Send "Don't segment" flag in packet.

Generally, the data packets you send will be sent to the other party in segments through the route. After adding this parameter, the route will not be processed in segments.

-i TTL Time To Live.

specifies the time when TTL value stays in the other party's system.

This parameter also helps you check the network operation.

v TOS Type Of Service.

Sets the "Service Type" field to the value specified by tos.

-r count Record route for count hops.

records the routes that are sent out and returned to packets in the "Record Routing" field.

In general, the data packets you send arrive at the other party through routes one by one, but what routes did they go through? Through this parameter, you can set the number of routes you want to detect, but it is limited to 9, which means you can only track 9 routes. If you want to detect more, you can achieve it through other commands. I will explain it to you in a future article. The following is an example of the business:

C:＼ping -n 1 -r 9 202.96.105.101 (send a data packet, record up to 9 routes)

Pinging 202.96.105.101 with 32 bytes of data:

Reply from 202.96.105.101: bytes=32 time=10ms TTL=249

Route: 202.107.208.187 -

202.107.210.214 -

61.153.112.70 -

61.153.112.89 -

202.96.105.149 -

202.96.105.97 -

202.96.105.101 -

202.96.105.150 -

61.153.112.90

Ping statistics for 202.96.105.101:

Packets: Sent = 1, Received = 1, Lost = 0 (0% loss),

round trip times in million-seconds:

Minimum = 10ms, Maximum = 10ms, Average = 10ms

From the above, I can know that from my computer to 202.96.105.101, a total of 202.107.208.187, 202.107.210.214, 61.153.112.70, 61.153.112.89, 202.96.105.149, 202.96.105.97 were passed.

-s count Timestamp for count hops.

specifies the timestamp of the number of points specified by count.

This parameter is similar to -r, but this parameter does not record the routes passed by the packet, and only 4 are recorded at most.

-j host-list Loose source route along host-list.

uses the computer list specified by computer-list to route packets. The maximum amount allowed by the IP of continuous computers can be separated by an intermediate network (routed sparse source).

-k host-list Strict source route along host-list.

uses the computer list specified by computer-list to route packets. The maximum number of IPs that cannot be separated by intermediate networks (routing grid sources) is 9.

-w timeout Timeout in million seconds to wait for each reply.

specifies the timeout interval in milliseconds.

This parameter?
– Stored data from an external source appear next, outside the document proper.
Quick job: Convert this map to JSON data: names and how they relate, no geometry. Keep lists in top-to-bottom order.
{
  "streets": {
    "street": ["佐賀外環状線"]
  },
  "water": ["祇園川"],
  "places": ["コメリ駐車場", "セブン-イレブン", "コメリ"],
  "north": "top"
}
What other tips are there?Other tips for

ping instruction: In general, you can also ping the other party and let the other party return the TTL value to you by ping the other party. You can roughly determine whether the system type of the target host is the Windows series or UNIX/Linux series. Generally, the Windows series system returns the TTL value between 100-130, while the TTL value returned by the UNIX/Linux series system is between 240-255. Of course, the TTL value can be modified in the other party's host. The Windows series system can be implemented by modifying the following key values:

[HKEY_LOCAL_MACHINE＼SYSTEM＼CurrentControlSet＼Services＼Tcpip＼Parameters]

"DefaultTTL"=dword:000000ff

255---FF

128---80

64----40

32----20

OK, the ping command has basically been fully explained, and there are also the -j and -k parameters I have not explained in detail yet.

C:\ping /?

Usage: ping [-t] [-a] [-n count] [-l size] [-f] [-i TTL] [-v TOS]

[-r count] [-s count] [[-j host-list] | [-k host-list]]

[-w timeout] destination-list

Options:

-t Ping the specified host until stopped.

To see statistics and continue - type Control-Break;

To stop - type Control-C.

-a Resolve addresses to hostnames.

-n count Number of echo requests to send.

-l size Send buffer size.

-f Set Don't Fragment flag in packet.

-i TTL Time To Live.

-v TOS Type Of Service.

-r count Record route for count hops.

-s count Timestamp for count hops.

-j host-list Loose source route along host-list.

-k host-list Strict source route along host-list.

-w timeout Timeout in million seconds to wait for each reply

Supplement:

traceroute Use it to detect the network to know which network link is a problem, which is conducive to network personnel to check and repair. Specific usage: Use man to take a look.